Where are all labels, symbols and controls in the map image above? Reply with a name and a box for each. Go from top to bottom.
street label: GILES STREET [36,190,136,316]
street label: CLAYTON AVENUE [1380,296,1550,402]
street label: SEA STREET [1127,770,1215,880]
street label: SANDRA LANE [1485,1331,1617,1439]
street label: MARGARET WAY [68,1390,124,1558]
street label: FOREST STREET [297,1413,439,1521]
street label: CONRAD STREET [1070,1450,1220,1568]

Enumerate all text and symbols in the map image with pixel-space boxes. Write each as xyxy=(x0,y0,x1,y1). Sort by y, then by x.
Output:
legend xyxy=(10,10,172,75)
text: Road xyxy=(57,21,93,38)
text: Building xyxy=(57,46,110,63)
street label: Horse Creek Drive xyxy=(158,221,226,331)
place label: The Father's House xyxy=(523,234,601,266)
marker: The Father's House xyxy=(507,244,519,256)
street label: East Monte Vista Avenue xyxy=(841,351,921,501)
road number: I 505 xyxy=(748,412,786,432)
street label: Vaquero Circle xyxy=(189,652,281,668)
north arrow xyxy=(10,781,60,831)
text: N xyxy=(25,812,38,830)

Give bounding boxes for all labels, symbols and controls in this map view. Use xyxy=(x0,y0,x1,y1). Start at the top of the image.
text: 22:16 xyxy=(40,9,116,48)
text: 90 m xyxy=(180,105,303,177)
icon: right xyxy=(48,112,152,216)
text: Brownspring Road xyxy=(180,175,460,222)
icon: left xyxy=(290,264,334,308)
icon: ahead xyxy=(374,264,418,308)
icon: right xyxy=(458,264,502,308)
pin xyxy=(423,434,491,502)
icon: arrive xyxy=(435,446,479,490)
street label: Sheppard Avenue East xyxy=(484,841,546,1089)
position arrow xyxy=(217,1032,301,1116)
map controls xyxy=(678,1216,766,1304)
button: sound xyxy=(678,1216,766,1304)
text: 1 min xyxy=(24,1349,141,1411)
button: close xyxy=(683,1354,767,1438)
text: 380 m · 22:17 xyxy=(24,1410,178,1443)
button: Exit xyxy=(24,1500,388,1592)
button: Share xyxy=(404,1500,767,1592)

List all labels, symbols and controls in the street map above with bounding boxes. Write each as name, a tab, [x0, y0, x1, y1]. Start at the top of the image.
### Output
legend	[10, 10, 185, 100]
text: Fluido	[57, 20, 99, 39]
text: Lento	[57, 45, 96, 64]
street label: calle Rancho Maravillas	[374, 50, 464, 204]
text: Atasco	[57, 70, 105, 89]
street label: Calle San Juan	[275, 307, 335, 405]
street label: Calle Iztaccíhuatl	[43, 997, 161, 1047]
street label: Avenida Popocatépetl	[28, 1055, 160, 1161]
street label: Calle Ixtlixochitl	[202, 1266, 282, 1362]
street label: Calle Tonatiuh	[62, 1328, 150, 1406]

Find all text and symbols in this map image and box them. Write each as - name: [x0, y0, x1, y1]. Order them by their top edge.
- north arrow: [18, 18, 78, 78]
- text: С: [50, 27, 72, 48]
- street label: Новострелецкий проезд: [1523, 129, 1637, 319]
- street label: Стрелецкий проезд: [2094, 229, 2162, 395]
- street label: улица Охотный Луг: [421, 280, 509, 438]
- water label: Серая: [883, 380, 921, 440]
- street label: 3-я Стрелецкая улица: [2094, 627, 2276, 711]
○ ○ ○ ○ ○
- WHAT YOU ARE ASKED TO DO: Print the entries once more, identical in every line.

- THE ANSWER:
Where are all labels, symbols and controls in the map image above? Reply with a name and a box for each. Go from top to bottom.
street label: GILES STREET [36,190,136,316]
street label: CLAYTON AVENUE [1380,296,1550,402]
street label: SEA STREET [1127,770,1215,880]
street label: SANDRA LANE [1485,1331,1617,1439]
street label: MARGARET WAY [68,1390,124,1558]
street label: FOREST STREET [297,1413,439,1521]
street label: CONRAD STREET [1070,1450,1220,1568]

Enumerate all text and symbols in the map image with pixel-space boxes. Write each as xyxy=(x0,y0,x1,y1). Sort by y, then by x.
Output:
legend xyxy=(10,10,172,75)
text: Road xyxy=(57,21,93,38)
text: Building xyxy=(57,46,110,63)
street label: Horse Creek Drive xyxy=(158,221,226,331)
place label: The Father's House xyxy=(523,234,601,266)
marker: The Father's House xyxy=(507,244,519,256)
street label: East Monte Vista Avenue xyxy=(841,351,921,501)
road number: I 505 xyxy=(748,412,786,432)
street label: Vaquero Circle xyxy=(189,652,281,668)
north arrow xyxy=(10,781,60,831)
text: N xyxy=(25,812,38,830)

Give bounding boxes for all labels, symbols and controls in this map view. Use xyxy=(x0,y0,x1,y1). Start at the top of the image.
text: 22:16 xyxy=(40,9,116,48)
text: 90 m xyxy=(180,105,303,177)
icon: right xyxy=(48,112,152,216)
text: Brownspring Road xyxy=(180,175,460,222)
icon: left xyxy=(290,264,334,308)
icon: ahead xyxy=(374,264,418,308)
icon: right xyxy=(458,264,502,308)
pin xyxy=(423,434,491,502)
icon: arrive xyxy=(435,446,479,490)
street label: Sheppard Avenue East xyxy=(484,841,546,1089)
position arrow xyxy=(217,1032,301,1116)
map controls xyxy=(678,1216,766,1304)
button: sound xyxy=(678,1216,766,1304)
text: 1 min xyxy=(24,1349,141,1411)
button: close xyxy=(683,1354,767,1438)
text: 380 m · 22:17 xyxy=(24,1410,178,1443)
button: Exit xyxy=(24,1500,388,1592)
button: Share xyxy=(404,1500,767,1592)

List all labels, symbols and controls in the street map above with bounding boxes. Write each as name, a tab, [x0, y0, x1, y1]. Start at the top of the image.
### Output
legend	[10, 10, 185, 100]
text: Fluido	[57, 20, 99, 39]
text: Lento	[57, 45, 96, 64]
street label: calle Rancho Maravillas	[374, 50, 464, 204]
text: Atasco	[57, 70, 105, 89]
street label: Calle San Juan	[275, 307, 335, 405]
street label: Calle Iztaccíhuatl	[43, 997, 161, 1047]
street label: Avenida Popocatépetl	[28, 1055, 160, 1161]
street label: Calle Ixtlixochitl	[202, 1266, 282, 1362]
street label: Calle Tonatiuh	[62, 1328, 150, 1406]

Find all text and symbols in this map image and box them. Write each as - name: [x0, y0, x1, y1]. Order them by their top edge.
- north arrow: [18, 18, 78, 78]
- text: С: [50, 27, 72, 48]
- street label: Новострелецкий проезд: [1523, 129, 1637, 319]
- street label: Стрелецкий проезд: [2094, 229, 2162, 395]
- street label: улица Охотный Луг: [421, 280, 509, 438]
- water label: Серая: [883, 380, 921, 440]
- street label: 3-я Стрелецкая улица: [2094, 627, 2276, 711]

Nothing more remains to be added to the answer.